“I’ve always been good at helping other people overcome their self-consciousness and their self-doubt,” says T Bone Burnett, the prolific Americana music producer, songwriter and soundtrack composer. But it was Bob Dylan who pushed him to overcome his own self-doubt.

Burnett was on tour with Dylan in the mid-1970s, playing guitar as part of his Rolling Thunder Revue, and wanted to stay in the shadows. But Dylan was having none of it: “He was just shoving me out in front of the audience in a way he knew I was completely uncomfortable with,” Burnett says. It’s one of the reasons he loves Dylan.

Since then, Burnett’s occasional star turns have come while guiding others’ projects. He chose the songs for Robert Plant and Alison Krauss’s acclaimed 2007 album Raising Sand and has helmed the soundtracks for The Hunger Games and O Brother, Where Art Thou?, the Depression-era satire widely credited for igniting a resurgence of Americana music in the early 2000s that continues today.

Bob Dylan and band performing on a small outdoor stage with audience sitting cross-legged in front of them
Burnett, left, with Bob Dylan and Mick Ronson at a free concert in Gatesville, Texas, in 1976 on the Rolling Thunder Revue tour © Nicolas Russell/Getty Images

Now, nearly 50 years and 13 Grammy awards later, Burnett, 76, is again taking the spotlight with the release of his first solo album in 20 years.

The Other Side wasn’t supposed to happen. Burnett was writing songs for other performers and it was only after six of the tunes were recorded that he realised he had a loose concept about a mysterious couple who may or may not live on the same plane as us — and a solo record.

Lucius, the American indie folk group, contributed to five songs on The Other Side, having been invited by Burnett after he heard them sing at a get-together. Holly Laessig, one of Lucius’s lead vocalists, says it was a “Joni Jam” at Joni Mitchell’s house. Burnett was performing some of his own songs and it was, says Laessig, “the first time he was consciously writing happy music and loving every moment”.

Jess Wolfe, the other lead vocalist, says the album track “He Came Down” “was one of those songs you just naturally want to sing along to”. “I believe it was that night that Elton [John] told him, after hearing that song, that he had to make a record.”

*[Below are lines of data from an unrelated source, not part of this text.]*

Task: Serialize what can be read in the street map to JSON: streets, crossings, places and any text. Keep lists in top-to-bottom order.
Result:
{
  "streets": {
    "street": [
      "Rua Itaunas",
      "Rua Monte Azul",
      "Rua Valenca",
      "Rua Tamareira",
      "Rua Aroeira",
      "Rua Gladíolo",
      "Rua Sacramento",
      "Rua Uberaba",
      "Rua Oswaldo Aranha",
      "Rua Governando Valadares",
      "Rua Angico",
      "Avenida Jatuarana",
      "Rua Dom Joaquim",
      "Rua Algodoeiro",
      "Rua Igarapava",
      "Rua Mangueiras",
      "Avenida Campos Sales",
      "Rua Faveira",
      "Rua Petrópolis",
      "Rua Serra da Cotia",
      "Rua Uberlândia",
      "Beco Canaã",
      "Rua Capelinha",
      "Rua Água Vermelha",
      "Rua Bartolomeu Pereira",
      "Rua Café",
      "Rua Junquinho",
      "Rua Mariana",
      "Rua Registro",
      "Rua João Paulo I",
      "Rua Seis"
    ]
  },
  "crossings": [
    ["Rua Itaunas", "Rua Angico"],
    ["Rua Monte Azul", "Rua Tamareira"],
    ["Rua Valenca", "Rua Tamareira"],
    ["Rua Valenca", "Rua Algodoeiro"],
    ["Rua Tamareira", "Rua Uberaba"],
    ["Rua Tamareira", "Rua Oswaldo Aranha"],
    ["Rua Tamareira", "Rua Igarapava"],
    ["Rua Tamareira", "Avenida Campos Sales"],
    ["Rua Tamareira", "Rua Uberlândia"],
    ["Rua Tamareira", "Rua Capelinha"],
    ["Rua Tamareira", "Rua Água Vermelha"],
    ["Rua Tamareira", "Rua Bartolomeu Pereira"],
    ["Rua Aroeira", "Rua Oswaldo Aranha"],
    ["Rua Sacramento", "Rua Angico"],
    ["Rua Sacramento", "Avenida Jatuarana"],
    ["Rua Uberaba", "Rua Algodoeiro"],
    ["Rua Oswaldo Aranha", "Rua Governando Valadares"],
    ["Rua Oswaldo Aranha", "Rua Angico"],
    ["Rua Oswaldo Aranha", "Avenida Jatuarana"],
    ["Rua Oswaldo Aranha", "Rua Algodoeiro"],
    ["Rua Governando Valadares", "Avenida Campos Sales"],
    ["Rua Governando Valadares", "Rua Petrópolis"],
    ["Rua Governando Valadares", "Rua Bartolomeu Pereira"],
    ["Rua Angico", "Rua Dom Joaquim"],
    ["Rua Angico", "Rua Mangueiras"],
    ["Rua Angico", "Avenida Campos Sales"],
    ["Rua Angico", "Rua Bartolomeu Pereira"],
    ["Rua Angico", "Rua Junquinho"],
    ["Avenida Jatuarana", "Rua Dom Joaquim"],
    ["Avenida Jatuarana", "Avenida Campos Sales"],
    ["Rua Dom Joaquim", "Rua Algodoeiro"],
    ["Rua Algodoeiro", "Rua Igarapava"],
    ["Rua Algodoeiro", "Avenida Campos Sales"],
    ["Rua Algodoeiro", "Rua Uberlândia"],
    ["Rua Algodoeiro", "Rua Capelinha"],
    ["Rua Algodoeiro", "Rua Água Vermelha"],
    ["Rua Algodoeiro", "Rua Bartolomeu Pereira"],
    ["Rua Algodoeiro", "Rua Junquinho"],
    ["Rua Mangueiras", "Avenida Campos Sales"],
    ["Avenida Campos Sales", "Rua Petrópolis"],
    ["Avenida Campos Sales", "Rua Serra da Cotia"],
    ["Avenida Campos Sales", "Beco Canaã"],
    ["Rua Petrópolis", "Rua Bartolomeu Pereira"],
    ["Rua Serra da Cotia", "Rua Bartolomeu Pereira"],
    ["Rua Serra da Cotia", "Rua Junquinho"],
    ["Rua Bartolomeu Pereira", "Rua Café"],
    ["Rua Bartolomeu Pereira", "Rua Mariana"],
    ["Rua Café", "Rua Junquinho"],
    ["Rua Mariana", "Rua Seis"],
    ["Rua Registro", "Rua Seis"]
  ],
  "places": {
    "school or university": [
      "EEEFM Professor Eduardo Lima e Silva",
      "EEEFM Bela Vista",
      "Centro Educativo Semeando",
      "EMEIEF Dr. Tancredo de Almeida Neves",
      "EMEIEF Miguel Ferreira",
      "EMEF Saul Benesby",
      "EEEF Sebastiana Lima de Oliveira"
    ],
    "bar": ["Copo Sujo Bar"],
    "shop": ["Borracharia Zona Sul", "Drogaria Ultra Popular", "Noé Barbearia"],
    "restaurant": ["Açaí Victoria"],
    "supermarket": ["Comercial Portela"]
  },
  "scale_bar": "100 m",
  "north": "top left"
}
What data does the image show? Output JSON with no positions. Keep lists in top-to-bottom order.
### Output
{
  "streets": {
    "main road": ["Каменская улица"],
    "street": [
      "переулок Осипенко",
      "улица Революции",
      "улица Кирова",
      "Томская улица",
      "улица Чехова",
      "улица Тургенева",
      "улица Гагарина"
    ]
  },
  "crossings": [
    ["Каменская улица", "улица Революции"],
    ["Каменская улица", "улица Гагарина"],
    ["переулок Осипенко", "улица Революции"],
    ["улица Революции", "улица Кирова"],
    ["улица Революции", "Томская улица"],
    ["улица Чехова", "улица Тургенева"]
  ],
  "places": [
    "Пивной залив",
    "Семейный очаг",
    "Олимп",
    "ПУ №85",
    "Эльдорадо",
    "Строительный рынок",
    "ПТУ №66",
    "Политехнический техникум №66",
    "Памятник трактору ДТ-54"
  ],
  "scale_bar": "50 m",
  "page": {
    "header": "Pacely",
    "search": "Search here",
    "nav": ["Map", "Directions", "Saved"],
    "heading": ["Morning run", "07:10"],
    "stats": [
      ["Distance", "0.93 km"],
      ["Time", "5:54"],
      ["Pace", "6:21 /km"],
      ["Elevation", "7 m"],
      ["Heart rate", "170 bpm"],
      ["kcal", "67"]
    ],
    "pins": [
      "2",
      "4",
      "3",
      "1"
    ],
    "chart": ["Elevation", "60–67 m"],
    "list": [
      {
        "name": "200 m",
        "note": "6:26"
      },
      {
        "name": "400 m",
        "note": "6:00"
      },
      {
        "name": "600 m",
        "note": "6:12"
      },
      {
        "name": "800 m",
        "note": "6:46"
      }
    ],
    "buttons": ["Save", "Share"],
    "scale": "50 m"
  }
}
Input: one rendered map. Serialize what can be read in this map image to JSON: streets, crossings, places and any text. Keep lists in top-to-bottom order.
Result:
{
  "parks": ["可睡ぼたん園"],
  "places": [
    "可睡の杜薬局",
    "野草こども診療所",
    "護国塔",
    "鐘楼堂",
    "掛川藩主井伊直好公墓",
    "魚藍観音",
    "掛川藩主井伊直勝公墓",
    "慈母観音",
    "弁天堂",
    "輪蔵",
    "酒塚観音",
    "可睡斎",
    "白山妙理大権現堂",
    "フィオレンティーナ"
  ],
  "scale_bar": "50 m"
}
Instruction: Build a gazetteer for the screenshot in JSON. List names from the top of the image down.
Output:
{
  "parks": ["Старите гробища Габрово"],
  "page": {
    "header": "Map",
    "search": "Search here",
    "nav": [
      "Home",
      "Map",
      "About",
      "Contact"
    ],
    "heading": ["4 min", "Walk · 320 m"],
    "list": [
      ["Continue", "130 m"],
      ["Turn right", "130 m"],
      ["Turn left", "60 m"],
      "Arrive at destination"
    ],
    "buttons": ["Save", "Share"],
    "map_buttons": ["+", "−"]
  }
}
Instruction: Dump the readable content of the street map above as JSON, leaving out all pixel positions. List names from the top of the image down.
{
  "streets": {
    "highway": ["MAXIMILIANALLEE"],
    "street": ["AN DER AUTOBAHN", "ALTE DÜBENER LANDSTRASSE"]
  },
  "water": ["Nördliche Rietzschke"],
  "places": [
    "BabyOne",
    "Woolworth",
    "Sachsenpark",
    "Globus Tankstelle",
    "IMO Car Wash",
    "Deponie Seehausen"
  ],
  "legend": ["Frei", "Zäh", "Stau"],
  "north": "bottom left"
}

Band playing sitting down on outdoor stage, including two men on guitar, one man on double bass and woman in the middle singing
Burnett, left, performing with Emmylou Harris and Elvis Costello at the Hardly Strictly Bluegrass festival in San Francisco in 2006 © Anthony Pidgeon/Redferns
Roy Orbison, Bruce Springsteen, Tom Waits and T Bone Burnett play guitar on stage, while Elvis Costello plays harmonica
From left: Roy Orbison, Bruce Springsteen, Tom Waits, Elvis Costello and Burnett on stage in 1987 © Alamy

A record of Burnett’s that is still resonating in the music industry is the O Brother soundtrack, which included performances by Emmylou Harris, bluegrass musician Ralph Stanley and Krauss playing traditional American country, gospel and Southern folk music. It won three Grammys, including for album of the year. More than a decade after its release, in 2011, All Songs Considered, US National Public Radio’s flagship music programme, said the album “kick-started an Americana music revival”.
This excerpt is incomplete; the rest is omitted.